__Exercise data__.
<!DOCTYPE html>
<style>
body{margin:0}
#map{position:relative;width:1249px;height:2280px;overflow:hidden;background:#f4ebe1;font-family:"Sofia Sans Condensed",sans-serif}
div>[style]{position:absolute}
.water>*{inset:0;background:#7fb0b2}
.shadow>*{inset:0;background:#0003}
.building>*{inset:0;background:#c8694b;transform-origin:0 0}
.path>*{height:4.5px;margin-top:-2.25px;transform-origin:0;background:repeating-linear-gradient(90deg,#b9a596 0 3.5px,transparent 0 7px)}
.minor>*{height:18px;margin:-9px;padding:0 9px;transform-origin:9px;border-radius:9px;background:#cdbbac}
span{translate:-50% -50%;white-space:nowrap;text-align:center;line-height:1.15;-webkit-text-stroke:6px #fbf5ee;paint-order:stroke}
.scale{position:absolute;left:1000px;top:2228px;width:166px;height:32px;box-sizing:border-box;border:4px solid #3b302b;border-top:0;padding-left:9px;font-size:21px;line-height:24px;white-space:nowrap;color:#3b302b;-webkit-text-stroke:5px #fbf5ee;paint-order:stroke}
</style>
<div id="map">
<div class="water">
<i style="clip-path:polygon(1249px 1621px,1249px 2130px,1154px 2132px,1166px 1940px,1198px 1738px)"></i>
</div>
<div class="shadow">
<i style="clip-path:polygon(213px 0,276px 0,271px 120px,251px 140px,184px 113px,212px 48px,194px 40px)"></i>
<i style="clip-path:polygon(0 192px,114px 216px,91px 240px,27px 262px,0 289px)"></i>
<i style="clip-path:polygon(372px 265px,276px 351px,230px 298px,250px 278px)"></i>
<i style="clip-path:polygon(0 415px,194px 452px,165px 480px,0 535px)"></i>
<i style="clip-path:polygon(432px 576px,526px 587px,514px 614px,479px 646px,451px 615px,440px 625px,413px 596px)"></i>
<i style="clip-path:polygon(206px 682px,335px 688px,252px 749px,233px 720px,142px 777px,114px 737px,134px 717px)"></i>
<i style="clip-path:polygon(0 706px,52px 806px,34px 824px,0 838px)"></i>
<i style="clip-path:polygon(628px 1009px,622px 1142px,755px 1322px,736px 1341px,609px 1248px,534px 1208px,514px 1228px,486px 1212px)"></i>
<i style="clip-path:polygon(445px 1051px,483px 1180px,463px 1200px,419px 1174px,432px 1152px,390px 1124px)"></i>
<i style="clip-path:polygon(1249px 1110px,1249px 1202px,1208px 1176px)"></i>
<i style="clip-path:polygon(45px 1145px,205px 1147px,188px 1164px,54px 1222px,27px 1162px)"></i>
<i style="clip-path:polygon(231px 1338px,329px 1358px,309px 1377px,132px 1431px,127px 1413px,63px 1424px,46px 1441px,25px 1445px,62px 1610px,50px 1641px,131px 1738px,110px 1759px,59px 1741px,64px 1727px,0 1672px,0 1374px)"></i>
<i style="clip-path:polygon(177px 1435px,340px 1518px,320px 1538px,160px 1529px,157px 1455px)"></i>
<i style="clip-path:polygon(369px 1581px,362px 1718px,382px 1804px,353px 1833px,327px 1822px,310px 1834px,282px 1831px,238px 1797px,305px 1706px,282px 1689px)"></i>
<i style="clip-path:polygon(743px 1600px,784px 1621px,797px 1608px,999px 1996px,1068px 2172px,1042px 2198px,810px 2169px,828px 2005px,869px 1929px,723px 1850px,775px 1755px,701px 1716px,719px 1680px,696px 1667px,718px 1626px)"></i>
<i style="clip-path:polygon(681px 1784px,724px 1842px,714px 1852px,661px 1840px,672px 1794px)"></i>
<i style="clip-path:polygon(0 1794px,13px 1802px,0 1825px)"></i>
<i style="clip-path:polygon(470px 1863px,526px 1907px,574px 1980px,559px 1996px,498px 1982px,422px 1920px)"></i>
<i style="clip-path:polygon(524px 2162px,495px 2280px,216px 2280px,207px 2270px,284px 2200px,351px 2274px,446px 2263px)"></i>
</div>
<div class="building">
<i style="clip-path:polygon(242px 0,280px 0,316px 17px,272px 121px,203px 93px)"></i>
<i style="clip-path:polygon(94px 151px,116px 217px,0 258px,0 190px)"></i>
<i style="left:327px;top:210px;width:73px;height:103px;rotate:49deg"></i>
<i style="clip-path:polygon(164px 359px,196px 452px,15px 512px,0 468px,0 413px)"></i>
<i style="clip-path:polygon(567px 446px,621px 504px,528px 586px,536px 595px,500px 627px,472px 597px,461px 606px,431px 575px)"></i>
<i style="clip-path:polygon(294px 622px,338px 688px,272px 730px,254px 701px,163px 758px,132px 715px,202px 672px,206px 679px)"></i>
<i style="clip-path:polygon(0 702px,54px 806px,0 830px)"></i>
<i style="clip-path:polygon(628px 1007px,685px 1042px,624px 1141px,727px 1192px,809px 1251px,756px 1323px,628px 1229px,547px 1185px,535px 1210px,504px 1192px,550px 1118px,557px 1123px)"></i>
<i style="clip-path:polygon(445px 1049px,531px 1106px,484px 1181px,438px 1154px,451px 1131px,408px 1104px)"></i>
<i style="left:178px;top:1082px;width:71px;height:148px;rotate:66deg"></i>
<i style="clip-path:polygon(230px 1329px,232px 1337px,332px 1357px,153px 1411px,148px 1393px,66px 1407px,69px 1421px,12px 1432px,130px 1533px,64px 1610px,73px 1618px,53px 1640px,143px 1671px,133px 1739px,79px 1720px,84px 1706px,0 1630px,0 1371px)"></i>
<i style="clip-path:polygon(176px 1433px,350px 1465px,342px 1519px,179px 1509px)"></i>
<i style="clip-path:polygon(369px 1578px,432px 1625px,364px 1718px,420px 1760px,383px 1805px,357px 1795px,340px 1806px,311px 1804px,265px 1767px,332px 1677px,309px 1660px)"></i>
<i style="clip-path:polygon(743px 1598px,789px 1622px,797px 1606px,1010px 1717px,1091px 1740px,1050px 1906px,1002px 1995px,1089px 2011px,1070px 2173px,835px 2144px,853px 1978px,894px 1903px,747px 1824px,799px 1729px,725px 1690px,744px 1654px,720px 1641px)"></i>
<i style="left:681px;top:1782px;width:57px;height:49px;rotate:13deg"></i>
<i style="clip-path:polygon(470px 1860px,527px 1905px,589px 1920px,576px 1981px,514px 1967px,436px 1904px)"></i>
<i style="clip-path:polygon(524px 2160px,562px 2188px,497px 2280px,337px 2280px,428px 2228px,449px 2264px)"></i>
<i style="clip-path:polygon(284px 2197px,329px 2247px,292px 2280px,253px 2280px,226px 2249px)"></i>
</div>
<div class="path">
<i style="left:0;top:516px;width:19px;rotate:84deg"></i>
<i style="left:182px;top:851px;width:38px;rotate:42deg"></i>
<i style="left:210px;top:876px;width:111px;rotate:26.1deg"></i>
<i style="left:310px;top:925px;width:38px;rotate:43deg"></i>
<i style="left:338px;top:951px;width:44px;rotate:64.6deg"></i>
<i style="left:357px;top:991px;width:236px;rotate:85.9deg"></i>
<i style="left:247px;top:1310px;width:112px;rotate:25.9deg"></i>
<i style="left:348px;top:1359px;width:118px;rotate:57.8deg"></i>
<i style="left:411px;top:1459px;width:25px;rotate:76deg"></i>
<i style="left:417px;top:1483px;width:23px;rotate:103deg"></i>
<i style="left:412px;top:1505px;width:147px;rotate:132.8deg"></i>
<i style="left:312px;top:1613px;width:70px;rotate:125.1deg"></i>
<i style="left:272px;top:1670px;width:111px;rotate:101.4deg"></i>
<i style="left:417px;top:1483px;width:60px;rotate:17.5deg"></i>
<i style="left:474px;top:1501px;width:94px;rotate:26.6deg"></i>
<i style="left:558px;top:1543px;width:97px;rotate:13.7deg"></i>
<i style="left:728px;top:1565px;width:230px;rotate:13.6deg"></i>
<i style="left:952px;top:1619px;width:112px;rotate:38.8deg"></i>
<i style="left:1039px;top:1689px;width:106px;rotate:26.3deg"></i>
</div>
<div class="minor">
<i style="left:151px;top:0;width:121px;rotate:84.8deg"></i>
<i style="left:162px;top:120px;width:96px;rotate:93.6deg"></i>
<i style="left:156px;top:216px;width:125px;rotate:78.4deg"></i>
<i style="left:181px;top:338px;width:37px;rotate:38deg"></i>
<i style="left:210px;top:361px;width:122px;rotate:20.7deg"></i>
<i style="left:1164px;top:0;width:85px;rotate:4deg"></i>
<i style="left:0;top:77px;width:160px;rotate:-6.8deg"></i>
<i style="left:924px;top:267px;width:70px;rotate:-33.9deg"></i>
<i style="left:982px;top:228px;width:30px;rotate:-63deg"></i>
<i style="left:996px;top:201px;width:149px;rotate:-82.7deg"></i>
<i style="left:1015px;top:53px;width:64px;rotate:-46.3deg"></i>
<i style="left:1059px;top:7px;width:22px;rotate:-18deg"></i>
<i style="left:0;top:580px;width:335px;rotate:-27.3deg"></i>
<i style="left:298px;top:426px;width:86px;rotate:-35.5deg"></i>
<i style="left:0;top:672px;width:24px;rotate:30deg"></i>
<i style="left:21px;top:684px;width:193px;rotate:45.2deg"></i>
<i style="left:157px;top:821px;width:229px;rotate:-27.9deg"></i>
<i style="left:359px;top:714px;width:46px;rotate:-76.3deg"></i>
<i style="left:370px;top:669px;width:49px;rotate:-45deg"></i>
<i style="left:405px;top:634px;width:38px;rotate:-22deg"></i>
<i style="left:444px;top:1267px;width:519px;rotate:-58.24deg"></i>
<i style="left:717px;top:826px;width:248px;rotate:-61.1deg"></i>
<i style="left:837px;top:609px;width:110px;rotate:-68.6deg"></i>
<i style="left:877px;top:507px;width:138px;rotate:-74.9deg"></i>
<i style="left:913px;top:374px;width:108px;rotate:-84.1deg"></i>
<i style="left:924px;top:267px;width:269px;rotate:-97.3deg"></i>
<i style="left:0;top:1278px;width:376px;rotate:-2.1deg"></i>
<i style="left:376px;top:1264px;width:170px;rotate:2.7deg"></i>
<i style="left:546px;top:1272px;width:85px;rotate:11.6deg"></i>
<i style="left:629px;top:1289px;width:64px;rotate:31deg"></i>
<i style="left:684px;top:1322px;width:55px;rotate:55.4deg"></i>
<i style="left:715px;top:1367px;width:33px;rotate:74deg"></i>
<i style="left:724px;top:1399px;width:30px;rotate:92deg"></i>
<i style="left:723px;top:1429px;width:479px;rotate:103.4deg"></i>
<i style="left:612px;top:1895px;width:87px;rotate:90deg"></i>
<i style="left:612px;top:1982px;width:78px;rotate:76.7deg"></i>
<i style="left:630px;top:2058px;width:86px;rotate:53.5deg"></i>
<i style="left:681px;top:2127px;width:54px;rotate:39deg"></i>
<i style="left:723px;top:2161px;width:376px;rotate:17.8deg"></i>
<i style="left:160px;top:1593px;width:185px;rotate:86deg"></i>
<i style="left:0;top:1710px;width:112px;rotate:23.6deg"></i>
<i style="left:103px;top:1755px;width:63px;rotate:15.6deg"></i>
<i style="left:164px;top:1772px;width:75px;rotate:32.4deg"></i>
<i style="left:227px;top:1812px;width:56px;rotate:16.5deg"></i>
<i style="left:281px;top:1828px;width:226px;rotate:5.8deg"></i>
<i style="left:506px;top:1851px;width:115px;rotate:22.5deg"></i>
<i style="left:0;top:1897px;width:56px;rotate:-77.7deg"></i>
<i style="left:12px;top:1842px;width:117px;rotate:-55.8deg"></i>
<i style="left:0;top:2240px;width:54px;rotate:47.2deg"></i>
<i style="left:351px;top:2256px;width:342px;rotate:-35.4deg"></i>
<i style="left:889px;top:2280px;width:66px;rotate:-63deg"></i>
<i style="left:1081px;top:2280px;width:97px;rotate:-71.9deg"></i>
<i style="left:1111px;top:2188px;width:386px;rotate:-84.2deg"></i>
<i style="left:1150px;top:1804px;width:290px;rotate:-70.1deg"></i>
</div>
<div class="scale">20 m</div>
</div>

__Assigned task__. Write out the lines of the entries, word for word, from the first through the one containing "0 3.5px,transparent 0", and stop at that line.

__Finished exercise__.
<!DOCTYPE html>
<style>
body{margin:0}
#map{position:relative;width:1249px;height:2280px;overflow:hidden;background:#f4ebe1;font-family:"Sofia Sans Condensed",sans-serif}
div>[style]{position:absolute}
.water>*{inset:0;background:#7fb0b2}
.shadow>*{inset:0;background:#0003}
.building>*{inset:0;background:#c8694b;transform-origin:0 0}
.path>*{height:4.5px;margin-top:-2.25px;transform-origin:0;background:repeating-linear-gradient(90deg,#b9a596 0 3.5px,transparent 0 7px)}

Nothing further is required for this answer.